センセイは去年の10月5日午前1時半、入院先で亡くなった。前夜、容態急変の知らせを奥さんから受けて見舞ったときには、ガンが肺に転移していたのか肺炎を発症していたのかわからないが、肺がほとんど機能していないようだった。吸入を受けている酸素をたとえ1ccでも逃さないぞというように、全身を激しく使って呼吸するのに精いっぱいで、
「センセイ!」
と大きな声で呼んでも反応してくれなかった。
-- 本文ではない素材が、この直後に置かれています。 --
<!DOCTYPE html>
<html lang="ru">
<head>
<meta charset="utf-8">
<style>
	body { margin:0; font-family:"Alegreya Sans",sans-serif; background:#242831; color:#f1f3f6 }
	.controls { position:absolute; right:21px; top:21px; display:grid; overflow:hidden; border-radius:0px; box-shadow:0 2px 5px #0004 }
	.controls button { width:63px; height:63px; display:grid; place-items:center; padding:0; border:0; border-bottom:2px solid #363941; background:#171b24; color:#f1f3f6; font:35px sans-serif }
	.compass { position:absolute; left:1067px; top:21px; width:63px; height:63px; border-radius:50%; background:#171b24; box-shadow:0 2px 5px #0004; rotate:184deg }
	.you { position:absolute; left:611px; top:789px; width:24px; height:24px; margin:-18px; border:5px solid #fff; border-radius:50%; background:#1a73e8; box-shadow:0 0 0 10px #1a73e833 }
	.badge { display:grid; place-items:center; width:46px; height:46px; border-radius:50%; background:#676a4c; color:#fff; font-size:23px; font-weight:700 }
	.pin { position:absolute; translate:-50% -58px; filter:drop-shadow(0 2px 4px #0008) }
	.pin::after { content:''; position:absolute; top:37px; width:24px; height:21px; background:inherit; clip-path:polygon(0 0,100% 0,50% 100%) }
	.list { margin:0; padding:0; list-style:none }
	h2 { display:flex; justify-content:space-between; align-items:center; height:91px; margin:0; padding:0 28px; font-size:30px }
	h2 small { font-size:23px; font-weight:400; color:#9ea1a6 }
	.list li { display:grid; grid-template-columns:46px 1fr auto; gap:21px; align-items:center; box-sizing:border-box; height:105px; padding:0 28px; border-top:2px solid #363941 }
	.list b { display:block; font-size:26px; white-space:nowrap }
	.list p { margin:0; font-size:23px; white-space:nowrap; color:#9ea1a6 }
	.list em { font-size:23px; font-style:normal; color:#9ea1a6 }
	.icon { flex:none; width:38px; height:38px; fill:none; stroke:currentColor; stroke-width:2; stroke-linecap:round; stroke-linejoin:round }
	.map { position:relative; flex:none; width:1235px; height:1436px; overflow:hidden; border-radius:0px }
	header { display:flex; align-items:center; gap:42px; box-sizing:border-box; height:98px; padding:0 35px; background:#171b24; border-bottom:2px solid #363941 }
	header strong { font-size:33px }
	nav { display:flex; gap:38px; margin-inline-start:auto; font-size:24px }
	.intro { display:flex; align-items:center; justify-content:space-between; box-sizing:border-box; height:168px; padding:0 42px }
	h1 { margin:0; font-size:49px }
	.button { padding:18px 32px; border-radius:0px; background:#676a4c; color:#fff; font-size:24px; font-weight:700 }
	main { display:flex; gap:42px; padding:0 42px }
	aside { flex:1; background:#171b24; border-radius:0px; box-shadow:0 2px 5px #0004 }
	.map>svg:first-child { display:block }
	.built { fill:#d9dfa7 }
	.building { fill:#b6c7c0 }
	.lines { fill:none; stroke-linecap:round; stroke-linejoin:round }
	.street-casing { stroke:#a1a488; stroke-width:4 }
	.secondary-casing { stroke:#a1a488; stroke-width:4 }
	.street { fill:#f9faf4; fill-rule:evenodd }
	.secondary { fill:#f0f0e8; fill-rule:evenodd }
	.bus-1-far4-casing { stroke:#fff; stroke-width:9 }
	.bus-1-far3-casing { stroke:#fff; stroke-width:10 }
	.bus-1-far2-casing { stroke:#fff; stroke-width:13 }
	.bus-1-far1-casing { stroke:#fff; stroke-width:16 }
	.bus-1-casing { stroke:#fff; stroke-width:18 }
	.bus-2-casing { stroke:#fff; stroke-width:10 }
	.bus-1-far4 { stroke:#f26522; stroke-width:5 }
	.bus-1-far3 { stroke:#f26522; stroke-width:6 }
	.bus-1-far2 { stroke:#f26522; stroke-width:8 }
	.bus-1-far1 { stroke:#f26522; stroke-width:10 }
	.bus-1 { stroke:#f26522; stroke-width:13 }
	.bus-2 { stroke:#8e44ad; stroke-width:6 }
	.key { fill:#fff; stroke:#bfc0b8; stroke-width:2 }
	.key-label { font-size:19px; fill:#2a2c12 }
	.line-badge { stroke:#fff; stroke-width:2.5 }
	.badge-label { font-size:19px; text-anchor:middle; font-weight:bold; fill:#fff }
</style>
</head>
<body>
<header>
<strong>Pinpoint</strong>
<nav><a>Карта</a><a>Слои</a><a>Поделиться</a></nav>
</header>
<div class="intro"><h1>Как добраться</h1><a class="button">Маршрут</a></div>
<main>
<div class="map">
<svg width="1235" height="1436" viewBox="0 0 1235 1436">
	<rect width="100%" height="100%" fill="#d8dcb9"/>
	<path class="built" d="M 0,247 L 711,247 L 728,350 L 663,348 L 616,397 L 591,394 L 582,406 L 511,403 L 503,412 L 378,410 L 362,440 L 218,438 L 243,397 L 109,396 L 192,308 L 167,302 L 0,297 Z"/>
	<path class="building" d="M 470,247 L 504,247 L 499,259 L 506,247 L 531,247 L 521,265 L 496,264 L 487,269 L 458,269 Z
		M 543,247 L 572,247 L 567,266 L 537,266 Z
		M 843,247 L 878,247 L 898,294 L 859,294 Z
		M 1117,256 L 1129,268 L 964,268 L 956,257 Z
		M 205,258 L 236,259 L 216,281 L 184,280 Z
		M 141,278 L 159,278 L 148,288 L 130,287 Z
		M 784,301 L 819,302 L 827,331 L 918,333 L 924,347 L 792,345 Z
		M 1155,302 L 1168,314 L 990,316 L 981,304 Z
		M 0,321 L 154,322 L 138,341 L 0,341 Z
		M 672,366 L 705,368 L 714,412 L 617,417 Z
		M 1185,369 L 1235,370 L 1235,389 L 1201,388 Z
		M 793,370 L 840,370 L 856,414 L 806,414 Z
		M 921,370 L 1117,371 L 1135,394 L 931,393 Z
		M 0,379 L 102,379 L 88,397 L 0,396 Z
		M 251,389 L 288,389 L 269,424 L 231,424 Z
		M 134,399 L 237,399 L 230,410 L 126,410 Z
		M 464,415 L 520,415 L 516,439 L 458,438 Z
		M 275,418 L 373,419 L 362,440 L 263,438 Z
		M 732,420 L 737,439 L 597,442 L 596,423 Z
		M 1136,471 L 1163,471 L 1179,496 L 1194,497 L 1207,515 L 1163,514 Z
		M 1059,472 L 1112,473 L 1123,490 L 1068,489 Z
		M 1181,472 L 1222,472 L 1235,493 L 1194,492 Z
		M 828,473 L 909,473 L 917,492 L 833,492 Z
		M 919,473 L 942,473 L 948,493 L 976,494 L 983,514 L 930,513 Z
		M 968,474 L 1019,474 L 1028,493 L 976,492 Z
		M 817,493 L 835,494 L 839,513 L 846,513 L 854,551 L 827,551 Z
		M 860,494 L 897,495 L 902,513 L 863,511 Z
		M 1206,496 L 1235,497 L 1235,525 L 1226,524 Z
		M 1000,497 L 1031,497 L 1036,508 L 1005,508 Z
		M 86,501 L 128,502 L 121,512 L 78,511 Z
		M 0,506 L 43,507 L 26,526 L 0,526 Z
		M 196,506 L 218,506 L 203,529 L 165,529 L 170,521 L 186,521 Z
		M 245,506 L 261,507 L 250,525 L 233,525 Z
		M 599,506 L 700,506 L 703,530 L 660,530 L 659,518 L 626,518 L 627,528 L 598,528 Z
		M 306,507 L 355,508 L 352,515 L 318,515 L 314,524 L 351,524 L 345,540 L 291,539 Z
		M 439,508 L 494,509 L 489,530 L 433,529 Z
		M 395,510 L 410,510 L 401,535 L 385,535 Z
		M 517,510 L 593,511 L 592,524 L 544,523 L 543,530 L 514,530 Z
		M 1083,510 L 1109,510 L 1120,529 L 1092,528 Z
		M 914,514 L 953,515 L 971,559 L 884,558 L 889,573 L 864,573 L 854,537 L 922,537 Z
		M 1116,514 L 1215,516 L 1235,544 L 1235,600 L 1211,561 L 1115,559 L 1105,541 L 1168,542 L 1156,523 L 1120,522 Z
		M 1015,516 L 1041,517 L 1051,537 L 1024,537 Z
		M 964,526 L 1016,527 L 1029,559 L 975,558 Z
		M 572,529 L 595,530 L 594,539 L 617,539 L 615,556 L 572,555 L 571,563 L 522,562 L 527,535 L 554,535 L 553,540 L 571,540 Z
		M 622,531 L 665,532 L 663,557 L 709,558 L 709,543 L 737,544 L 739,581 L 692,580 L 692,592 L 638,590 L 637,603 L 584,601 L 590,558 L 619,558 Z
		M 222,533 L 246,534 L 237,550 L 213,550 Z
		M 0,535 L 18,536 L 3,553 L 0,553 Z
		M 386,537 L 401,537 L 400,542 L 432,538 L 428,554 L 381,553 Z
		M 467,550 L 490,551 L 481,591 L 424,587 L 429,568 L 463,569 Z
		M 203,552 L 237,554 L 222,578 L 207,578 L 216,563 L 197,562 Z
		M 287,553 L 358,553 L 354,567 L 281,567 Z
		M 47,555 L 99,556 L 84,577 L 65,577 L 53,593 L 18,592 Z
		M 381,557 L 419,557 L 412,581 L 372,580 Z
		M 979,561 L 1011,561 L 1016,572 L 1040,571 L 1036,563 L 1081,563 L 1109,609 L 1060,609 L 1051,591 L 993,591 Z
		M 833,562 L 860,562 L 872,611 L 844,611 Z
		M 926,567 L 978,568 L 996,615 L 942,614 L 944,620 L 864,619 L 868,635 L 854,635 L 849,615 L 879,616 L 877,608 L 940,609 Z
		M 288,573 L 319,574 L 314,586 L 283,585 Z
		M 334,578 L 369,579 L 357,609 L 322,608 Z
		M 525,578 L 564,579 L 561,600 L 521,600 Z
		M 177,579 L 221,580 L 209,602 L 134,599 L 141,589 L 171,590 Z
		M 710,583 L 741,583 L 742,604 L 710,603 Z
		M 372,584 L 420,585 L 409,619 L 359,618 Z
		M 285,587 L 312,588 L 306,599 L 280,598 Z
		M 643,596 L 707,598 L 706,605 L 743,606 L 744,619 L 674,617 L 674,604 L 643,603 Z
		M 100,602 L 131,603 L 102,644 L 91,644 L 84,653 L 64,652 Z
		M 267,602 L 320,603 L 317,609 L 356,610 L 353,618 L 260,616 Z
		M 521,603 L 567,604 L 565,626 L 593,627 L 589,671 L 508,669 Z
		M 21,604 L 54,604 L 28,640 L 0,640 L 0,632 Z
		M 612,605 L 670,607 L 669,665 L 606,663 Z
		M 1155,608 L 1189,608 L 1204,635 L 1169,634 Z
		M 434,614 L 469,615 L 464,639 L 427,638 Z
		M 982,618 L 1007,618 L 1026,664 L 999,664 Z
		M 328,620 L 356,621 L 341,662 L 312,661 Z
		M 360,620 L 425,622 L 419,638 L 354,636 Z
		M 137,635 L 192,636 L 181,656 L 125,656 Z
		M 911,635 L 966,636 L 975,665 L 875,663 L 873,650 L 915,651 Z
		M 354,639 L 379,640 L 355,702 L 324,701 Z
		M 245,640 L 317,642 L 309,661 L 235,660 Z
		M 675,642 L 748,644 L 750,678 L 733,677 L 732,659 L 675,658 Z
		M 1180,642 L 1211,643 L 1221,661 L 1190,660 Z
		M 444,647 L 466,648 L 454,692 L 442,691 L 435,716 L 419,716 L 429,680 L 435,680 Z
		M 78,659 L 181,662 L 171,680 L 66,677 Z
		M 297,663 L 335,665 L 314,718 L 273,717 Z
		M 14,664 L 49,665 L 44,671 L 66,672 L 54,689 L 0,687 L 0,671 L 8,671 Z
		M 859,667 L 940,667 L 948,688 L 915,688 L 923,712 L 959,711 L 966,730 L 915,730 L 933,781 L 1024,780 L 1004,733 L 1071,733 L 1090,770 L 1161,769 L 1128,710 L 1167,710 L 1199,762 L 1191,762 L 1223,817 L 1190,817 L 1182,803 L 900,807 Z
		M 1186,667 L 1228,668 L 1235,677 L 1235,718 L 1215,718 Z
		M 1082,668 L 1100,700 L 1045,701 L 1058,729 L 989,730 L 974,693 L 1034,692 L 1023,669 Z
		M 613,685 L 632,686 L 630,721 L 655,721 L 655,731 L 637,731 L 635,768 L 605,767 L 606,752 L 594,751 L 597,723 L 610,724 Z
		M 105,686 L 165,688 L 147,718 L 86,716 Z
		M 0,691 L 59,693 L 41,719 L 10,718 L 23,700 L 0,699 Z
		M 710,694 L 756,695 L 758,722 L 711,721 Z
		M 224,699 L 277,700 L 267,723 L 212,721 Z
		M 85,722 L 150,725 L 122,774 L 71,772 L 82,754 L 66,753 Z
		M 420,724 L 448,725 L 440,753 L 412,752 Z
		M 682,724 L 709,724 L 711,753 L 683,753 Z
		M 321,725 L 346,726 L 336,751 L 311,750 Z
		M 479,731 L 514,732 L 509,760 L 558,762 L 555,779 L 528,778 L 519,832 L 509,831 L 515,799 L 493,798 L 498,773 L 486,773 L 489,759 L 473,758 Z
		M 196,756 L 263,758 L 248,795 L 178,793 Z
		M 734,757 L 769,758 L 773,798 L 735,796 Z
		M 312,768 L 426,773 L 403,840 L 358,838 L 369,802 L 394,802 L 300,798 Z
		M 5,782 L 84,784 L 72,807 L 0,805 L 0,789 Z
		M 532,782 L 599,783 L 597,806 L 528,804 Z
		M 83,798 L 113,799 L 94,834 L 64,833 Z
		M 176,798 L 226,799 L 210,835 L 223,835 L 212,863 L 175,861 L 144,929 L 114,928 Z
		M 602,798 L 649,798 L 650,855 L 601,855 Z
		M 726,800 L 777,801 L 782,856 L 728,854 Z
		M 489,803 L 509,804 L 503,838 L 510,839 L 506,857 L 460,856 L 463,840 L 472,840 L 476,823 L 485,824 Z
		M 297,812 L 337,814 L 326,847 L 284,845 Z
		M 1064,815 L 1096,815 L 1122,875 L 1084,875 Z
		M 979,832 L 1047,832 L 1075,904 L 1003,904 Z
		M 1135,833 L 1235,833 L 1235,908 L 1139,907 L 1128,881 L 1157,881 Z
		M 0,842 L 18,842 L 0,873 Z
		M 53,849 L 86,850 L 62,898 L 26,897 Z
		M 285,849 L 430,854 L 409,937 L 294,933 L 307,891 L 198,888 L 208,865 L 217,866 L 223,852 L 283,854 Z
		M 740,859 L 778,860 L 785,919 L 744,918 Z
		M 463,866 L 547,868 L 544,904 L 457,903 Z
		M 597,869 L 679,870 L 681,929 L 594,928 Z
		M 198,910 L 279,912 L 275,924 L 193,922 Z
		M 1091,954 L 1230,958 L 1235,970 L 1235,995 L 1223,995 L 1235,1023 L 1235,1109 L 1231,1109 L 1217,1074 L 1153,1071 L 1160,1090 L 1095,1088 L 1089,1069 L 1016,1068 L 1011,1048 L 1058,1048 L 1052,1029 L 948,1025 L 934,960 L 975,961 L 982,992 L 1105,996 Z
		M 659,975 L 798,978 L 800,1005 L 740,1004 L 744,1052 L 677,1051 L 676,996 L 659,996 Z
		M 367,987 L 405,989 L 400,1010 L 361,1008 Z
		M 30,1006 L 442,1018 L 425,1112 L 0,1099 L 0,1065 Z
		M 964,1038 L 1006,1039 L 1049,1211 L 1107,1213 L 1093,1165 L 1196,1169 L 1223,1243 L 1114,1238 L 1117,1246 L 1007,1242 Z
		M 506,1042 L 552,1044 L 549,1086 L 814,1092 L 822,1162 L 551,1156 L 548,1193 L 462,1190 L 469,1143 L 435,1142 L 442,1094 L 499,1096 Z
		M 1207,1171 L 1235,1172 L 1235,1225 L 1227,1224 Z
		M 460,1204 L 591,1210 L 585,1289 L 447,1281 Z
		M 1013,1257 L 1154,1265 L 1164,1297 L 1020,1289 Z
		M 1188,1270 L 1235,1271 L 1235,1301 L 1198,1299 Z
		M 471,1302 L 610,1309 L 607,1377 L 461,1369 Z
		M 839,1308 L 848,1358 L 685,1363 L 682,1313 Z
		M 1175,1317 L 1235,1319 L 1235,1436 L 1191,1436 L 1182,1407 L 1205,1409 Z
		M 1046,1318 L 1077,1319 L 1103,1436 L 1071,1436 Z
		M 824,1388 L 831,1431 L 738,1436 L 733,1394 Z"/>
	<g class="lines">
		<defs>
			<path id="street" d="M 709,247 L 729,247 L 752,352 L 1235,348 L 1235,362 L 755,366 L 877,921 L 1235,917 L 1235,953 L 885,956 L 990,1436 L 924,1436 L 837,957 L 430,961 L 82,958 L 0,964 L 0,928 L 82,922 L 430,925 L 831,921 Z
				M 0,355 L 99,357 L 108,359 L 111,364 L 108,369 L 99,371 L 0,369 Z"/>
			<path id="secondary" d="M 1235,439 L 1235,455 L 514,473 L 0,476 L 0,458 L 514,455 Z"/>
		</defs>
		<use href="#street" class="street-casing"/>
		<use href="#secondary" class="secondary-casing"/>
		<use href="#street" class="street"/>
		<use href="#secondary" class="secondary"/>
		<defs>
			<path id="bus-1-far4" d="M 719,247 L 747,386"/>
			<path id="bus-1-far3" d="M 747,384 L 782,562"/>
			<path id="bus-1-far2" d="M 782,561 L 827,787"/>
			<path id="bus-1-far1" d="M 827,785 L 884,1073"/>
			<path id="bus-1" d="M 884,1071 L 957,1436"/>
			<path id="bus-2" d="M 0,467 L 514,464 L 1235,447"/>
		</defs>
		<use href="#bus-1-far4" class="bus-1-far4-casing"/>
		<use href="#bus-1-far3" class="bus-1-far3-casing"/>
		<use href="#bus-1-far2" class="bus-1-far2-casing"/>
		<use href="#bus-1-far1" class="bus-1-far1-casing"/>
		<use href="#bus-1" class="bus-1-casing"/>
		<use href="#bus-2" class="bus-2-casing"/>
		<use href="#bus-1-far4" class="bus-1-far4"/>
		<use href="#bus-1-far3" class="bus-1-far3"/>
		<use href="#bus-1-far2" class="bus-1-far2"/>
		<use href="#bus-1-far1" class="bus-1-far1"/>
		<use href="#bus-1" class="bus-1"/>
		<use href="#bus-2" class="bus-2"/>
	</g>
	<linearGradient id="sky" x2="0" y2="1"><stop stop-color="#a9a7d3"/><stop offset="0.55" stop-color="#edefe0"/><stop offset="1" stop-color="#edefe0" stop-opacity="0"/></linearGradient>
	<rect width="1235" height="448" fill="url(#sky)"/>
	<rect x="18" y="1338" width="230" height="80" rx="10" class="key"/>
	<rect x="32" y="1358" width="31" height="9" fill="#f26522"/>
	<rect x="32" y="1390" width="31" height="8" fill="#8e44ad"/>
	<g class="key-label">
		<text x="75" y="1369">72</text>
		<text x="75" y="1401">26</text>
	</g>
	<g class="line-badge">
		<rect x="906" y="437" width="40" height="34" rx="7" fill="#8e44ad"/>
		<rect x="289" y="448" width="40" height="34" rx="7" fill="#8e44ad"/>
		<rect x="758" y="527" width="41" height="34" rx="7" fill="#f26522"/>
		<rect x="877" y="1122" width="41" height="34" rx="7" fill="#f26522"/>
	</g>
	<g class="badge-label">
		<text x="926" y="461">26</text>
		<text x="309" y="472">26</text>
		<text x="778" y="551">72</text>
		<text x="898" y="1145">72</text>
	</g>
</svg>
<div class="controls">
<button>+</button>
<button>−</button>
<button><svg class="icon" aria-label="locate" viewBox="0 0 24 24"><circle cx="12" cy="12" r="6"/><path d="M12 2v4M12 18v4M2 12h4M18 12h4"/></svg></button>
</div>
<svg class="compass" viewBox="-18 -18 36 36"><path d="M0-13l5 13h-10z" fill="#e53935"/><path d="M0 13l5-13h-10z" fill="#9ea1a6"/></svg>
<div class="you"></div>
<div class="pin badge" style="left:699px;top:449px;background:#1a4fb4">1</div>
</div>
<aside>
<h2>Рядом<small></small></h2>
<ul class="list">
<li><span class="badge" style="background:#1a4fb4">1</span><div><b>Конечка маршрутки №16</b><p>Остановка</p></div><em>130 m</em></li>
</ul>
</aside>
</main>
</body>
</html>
そして、僕たちがいったん病院をあとにした二時間後、亡くなったのだった。五十三歳だった。
僕がセンセイと最後に口を利いたのは、亡くなるひと月半前の八月十九日だ。
92年3月に教師を辞めた彼は、「スペースワーカーズ」という施設をつくり、不登校の生徒や障害をかかえる子供たちの世話をした。その後、山梨県の大月に移り、ここ2年ほどはマンションの管理人をしながら染色や織物をしていた。大月を訪ねる前の日に、電話をかけてきて「何が食いたいか」と聞くので、
「煮魚」
と答えると、
「刺し身とかすしは?」
と重ねて聞いた。
「やっぱり、煮魚だ。それに、ビールとワイン」
電話の声が小さくて、しかもかすれてよく聞き取れないので、
「もっと大きな声を出せよ」
と言うと、
「声が出ねーんだよ」
と、きれぎれに答えた。 翌日、センセイの住む管理人室を訪ねると、金眼鯛(たい)の煮付けが用意してあった。 どうも様子が違う。立ち上がって棚からグラスを取ろうとするのだが、力なく、センセイの背中が少し曲がり、首も縮んで見えた。
「センセイ、どうしちゃったの。首が縮んじゃったのか」 と冗談めかして言うとと、 「飲み始めてから話す」 と絞り出すような声。僕に酒を勧め、「きついので横になるから」と、センセイは話し始めた。
その年の四月、食道ガンと診断され、僕が会ったときには尾骨にまで転移しており、副作用で精神を乱されるのを避けるため最低限の放射線療法を受けているという。
ホスピスに入ったらみんなに知らせるが、それまでは内緒(ないしょ)に、と言っていたのだが、センセイはちょうどその一カ月後にホスピスに入り、亡くなる直前になってやっと僕に連絡するよう奥さんに言ったのだった。
センセイは太った体に似合わない小さな革の鞄をいつも持ち歩いていた。タバコと文庫本を入れればいっぱいになりそうな小さな鞄である。 ある年の正月、二人で東京駅の地下にあるサウナで「垢(あか)こすり」(それはゴールデンコースという豪華なものだった)をしてから、日本橋室町の「砂場」、神田須田町の「まつや」と、そば屋のはしごをした。そのときもセンセイはあの小さな鞄をわきに挟んでいた。絶えず酔っぱらいながらも落としたことはない。
センセイが何を入れていたのか、のぞいたことはない。だが、センセイと二人でよくやった小さな「むちゃな行い」のことを懐かしく思い起こすたびに、あの鞄が気になるのである。